#### [What the task requires]
Reprint the entire listing exactly.

#### [Data]

== == ==

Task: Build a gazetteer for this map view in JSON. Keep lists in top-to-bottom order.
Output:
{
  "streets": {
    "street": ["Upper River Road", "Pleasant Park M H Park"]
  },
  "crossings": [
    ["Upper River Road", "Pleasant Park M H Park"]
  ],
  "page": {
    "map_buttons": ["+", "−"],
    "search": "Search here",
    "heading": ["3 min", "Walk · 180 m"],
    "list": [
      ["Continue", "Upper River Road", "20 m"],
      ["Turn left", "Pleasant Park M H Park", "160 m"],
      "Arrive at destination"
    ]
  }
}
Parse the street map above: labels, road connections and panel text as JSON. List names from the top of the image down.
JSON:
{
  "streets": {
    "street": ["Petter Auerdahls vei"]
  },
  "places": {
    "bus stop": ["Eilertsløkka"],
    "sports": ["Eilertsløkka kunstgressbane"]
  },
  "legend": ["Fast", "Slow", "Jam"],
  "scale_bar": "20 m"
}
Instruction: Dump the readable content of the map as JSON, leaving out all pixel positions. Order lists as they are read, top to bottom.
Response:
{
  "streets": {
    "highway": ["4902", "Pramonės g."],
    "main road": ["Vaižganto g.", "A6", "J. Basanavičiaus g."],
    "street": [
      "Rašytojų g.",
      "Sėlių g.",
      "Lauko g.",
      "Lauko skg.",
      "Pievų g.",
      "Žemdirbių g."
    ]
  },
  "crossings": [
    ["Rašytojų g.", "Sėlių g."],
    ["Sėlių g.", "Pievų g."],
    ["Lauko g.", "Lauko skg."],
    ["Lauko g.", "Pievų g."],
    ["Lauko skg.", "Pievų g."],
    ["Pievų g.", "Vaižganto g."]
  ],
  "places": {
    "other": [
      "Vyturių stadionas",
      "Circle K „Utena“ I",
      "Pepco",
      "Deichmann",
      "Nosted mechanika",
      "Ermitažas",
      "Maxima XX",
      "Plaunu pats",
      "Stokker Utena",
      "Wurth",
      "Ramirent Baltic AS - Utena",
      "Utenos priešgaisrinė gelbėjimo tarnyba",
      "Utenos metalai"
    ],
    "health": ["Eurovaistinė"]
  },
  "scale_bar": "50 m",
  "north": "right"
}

== == ==

#### [Output for this task]
Task: Build a gazetteer for this map view in JSON. Keep lists in top-to-bottom order.
Output:
{
  "streets": {
    "street": ["Upper River Road", "Pleasant Park M H Park"]
  },
  "crossings": [
    ["Upper River Road", "Pleasant Park M H Park"]
  ],
  "page": {
    "map_buttons": ["+", "−"],
    "search": "Search here",
    "heading": ["3 min", "Walk · 180 m"],
    "list": [
      ["Continue", "Upper River Road", "20 m"],
      ["Turn left", "Pleasant Park M H Park", "160 m"],
      "Arrive at destination"
    ]
  }
}
Parse the street map above: labels, road connections and panel text as JSON. List names from the top of the image down.
JSON:
{
  "streets": {
    "street": ["Petter Auerdahls vei"]
  },
  "places": {
    "bus stop": ["Eilertsløkka"],
    "sports": ["Eilertsløkka kunstgressbane"]
  },
  "legend": ["Fast", "Slow", "Jam"],
  "scale_bar": "20 m"
}
Instruction: Dump the readable content of the map as JSON, leaving out all pixel positions. Order lists as they are read, top to bottom.
Response:
{
  "streets": {
    "highway": ["4902", "Pramonės g."],
    "main road": ["Vaižganto g.", "A6", "J. Basanavičiaus g."],
    "street": [
      "Rašytojų g.",
      "Sėlių g.",
      "Lauko g.",
      "Lauko skg.",
      "Pievų g.",
      "Žemdirbių g."
    ]
  },
  "crossings": [
    ["Rašytojų g.", "Sėlių g."],
    ["Sėlių g.", "Pievų g."],
    ["Lauko g.", "Lauko skg."],
    ["Lauko g.", "Pievų g."],
    ["Lauko skg.", "Pievų g."],
    ["Pievų g.", "Vaižganto g."]
  ],
  "places": {
    "other": [
      "Vyturių stadionas",
      "Circle K „Utena“ I",
      "Pepco",
      "Deichmann",
      "Nosted mechanika",
      "Ermitažas",
      "Maxima XX",
      "Plaunu pats",
      "Stokker Utena",
      "Wurth",
      "Ramirent Baltic AS - Utena",
      "Utenos priešgaisrinė gelbėjimo tarnyba",
      "Utenos metalai"
    ],
    "health": ["Eurovaistinė"]
  },
  "scale_bar": "50 m",
  "north": "right"
}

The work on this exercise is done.